* THE INPUT

◆ ◆ ◆

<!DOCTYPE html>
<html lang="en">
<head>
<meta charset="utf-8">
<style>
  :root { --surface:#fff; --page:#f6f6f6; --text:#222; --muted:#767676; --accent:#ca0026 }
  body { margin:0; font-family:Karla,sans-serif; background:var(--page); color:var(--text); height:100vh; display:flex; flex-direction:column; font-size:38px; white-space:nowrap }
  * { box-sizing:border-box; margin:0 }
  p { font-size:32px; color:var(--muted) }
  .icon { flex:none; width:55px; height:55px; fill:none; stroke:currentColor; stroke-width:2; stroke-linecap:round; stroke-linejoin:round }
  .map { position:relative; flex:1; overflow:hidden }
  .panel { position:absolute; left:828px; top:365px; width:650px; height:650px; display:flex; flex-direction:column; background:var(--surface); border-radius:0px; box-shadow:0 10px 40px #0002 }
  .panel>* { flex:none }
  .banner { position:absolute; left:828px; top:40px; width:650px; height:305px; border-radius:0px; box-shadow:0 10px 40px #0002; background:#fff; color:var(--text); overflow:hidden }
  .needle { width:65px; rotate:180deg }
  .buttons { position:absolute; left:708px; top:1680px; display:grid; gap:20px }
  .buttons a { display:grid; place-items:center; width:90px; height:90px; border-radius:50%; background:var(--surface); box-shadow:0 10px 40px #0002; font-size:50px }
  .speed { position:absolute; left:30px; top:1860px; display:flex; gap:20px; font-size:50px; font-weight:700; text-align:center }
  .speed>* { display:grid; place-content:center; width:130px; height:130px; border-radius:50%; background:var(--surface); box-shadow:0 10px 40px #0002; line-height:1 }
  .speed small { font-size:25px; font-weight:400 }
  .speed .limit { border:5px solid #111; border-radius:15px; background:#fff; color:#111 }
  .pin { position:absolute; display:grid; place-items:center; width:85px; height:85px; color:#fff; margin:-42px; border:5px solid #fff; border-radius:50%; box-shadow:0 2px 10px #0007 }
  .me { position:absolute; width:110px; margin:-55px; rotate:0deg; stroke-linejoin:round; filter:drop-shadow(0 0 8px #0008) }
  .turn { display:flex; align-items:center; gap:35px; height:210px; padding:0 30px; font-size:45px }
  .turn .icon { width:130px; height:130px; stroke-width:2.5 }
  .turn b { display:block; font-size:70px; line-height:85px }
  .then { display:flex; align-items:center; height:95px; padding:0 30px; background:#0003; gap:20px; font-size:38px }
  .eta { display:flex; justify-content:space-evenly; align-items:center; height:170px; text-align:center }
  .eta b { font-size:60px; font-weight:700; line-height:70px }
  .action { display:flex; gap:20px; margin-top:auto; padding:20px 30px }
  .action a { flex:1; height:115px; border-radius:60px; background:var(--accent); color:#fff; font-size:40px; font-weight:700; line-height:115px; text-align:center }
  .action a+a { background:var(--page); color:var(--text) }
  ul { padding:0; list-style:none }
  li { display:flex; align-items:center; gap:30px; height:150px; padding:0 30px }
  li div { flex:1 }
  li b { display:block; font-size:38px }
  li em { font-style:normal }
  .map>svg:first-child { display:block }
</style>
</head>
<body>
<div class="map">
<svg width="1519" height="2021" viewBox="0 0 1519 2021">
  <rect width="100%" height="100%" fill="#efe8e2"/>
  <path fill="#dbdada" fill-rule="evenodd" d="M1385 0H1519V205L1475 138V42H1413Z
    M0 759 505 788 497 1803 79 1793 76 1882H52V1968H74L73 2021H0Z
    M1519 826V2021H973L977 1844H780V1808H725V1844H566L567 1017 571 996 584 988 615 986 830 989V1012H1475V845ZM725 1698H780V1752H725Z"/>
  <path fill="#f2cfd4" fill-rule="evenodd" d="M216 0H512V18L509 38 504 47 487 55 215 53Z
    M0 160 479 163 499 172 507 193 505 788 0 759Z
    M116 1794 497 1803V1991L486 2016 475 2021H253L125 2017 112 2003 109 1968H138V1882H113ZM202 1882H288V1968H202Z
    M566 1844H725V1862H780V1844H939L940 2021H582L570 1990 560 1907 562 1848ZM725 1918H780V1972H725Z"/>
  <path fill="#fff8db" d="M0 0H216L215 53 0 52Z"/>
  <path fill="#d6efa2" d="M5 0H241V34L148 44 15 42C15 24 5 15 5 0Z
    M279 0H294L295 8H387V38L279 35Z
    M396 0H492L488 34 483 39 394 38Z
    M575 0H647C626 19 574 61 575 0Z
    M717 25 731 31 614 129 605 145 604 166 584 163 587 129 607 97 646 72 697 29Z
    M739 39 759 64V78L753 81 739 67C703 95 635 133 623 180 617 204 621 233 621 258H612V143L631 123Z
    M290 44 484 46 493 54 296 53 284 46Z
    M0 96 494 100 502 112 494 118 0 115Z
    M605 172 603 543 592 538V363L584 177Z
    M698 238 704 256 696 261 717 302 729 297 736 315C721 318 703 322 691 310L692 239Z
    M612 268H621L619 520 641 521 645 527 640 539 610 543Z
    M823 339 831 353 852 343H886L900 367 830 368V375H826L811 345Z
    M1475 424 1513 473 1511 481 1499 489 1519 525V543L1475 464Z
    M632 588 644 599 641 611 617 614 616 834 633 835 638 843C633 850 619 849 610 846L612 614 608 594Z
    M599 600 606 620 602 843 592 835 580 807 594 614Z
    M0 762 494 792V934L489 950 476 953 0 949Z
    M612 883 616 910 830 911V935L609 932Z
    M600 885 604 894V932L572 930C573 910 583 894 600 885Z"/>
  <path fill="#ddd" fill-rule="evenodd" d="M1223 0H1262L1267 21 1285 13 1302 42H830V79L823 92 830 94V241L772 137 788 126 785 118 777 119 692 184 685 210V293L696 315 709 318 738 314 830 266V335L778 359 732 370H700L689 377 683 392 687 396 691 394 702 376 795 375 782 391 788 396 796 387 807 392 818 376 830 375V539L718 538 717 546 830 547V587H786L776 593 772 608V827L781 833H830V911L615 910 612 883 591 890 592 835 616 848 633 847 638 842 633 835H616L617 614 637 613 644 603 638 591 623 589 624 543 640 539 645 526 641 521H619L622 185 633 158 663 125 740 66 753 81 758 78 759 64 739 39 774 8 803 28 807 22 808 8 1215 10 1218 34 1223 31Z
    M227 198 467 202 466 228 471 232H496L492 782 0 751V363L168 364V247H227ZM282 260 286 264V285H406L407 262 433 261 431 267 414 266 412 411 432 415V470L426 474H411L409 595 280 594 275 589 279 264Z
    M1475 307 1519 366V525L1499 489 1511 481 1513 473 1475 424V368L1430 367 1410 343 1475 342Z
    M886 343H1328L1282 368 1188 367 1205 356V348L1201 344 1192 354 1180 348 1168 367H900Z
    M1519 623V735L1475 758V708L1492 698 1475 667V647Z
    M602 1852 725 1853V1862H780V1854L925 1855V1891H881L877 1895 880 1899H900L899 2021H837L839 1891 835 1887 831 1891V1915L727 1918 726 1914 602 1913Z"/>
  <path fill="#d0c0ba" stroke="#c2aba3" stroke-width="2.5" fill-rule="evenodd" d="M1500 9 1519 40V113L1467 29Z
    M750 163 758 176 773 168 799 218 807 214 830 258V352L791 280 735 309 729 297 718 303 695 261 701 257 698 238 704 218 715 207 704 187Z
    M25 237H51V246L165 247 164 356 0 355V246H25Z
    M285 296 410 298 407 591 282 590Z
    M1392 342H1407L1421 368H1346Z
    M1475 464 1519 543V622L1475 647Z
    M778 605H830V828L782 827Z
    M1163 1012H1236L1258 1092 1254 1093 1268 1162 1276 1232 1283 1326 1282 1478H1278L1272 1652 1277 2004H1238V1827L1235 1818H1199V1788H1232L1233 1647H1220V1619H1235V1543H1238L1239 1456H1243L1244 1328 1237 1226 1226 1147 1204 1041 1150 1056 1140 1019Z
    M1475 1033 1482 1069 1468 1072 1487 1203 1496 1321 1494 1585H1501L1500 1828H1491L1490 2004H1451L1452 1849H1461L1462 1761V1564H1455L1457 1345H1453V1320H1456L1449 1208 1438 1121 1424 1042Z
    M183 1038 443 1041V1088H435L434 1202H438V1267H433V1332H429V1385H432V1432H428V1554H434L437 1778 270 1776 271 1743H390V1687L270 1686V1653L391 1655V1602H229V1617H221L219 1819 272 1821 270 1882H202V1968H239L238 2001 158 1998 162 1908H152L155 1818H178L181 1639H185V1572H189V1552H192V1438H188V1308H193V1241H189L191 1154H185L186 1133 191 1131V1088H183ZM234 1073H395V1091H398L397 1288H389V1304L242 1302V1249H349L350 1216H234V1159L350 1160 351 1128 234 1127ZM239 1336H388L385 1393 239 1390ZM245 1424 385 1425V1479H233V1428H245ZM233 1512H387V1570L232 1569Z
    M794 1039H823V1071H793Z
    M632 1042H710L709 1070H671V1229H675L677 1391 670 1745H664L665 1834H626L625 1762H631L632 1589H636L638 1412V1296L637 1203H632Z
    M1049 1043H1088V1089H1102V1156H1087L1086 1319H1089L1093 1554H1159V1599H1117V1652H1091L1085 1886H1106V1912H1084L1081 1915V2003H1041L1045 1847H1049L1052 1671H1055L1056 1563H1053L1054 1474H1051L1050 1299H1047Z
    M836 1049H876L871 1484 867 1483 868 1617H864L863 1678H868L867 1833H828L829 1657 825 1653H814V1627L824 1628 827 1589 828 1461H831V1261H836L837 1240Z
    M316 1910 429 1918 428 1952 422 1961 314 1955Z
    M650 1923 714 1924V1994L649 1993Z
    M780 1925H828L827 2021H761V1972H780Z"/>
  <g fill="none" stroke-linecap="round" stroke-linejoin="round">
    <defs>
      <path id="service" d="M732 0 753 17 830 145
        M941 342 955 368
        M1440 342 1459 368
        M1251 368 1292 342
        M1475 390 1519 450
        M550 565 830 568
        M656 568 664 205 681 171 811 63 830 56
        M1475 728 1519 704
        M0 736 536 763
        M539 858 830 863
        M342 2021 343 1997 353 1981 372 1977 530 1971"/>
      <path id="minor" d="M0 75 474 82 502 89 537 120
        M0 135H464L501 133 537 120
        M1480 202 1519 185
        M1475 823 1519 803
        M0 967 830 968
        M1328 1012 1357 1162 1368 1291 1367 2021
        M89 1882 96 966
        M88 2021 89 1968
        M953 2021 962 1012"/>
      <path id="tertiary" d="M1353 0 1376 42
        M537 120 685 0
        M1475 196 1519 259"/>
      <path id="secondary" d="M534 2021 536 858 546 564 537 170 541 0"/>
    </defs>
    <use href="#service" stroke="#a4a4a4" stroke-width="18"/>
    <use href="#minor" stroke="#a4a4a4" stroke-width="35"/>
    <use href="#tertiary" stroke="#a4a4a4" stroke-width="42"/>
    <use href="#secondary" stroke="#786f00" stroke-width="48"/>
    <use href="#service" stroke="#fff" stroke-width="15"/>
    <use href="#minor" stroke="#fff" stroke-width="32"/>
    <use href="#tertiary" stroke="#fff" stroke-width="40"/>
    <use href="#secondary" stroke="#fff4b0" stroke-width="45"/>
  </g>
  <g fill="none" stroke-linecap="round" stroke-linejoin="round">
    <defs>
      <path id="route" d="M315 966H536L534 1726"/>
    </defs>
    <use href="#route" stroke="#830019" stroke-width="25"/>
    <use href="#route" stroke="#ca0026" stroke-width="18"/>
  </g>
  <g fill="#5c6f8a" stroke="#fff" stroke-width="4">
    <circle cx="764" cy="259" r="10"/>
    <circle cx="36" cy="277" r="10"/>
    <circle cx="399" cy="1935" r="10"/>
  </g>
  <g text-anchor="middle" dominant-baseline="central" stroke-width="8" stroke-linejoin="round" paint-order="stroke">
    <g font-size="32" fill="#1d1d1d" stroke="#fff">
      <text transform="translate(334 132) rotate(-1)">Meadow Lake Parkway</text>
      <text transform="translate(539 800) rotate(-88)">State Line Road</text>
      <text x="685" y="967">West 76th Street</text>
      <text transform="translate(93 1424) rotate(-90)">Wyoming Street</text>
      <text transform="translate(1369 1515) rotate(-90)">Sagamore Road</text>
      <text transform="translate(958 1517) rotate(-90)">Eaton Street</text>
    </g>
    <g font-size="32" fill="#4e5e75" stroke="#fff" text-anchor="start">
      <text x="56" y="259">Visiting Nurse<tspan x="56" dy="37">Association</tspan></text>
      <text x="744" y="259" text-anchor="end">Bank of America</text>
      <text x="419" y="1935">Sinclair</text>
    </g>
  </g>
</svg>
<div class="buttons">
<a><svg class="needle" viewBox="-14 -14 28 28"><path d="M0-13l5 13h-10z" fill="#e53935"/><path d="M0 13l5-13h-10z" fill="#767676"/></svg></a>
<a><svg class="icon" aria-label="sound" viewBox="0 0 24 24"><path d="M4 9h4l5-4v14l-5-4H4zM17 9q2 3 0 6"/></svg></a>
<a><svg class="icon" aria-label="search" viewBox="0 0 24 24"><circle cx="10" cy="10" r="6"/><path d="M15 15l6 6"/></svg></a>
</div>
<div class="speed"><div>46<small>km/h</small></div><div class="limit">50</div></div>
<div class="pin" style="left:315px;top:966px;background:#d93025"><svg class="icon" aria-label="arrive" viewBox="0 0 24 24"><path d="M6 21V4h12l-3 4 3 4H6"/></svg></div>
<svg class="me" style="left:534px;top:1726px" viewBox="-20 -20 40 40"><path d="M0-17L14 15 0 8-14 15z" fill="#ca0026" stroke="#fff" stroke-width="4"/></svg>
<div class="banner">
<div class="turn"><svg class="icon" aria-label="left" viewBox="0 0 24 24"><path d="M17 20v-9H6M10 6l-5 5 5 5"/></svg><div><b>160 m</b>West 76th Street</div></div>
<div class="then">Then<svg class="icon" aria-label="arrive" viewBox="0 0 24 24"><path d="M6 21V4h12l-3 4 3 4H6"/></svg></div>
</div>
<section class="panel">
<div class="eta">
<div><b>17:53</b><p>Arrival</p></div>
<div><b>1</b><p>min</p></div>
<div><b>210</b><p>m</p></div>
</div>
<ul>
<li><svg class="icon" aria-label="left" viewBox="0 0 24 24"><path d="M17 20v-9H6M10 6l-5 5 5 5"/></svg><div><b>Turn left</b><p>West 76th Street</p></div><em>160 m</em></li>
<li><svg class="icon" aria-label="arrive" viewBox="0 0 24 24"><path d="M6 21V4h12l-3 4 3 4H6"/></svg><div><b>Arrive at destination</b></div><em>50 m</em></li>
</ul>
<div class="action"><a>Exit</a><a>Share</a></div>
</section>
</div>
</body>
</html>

◆ ◆ ◆

* EXERCISE DESCRIPTION
From the entries, report each line that includes the word "solid".

* RESULT OF THIS TASK
  .speed .limit { border:5px solid #111; border-radius:15px; background:#fff; color:#111 }
  .pin { position:absolute; display:grid; place-items:center; width:85px; height:85px; color:#fff; margin:-42px; border:5px solid #fff; border-radius:50%; box-shadow:0 2px 10px #0007 }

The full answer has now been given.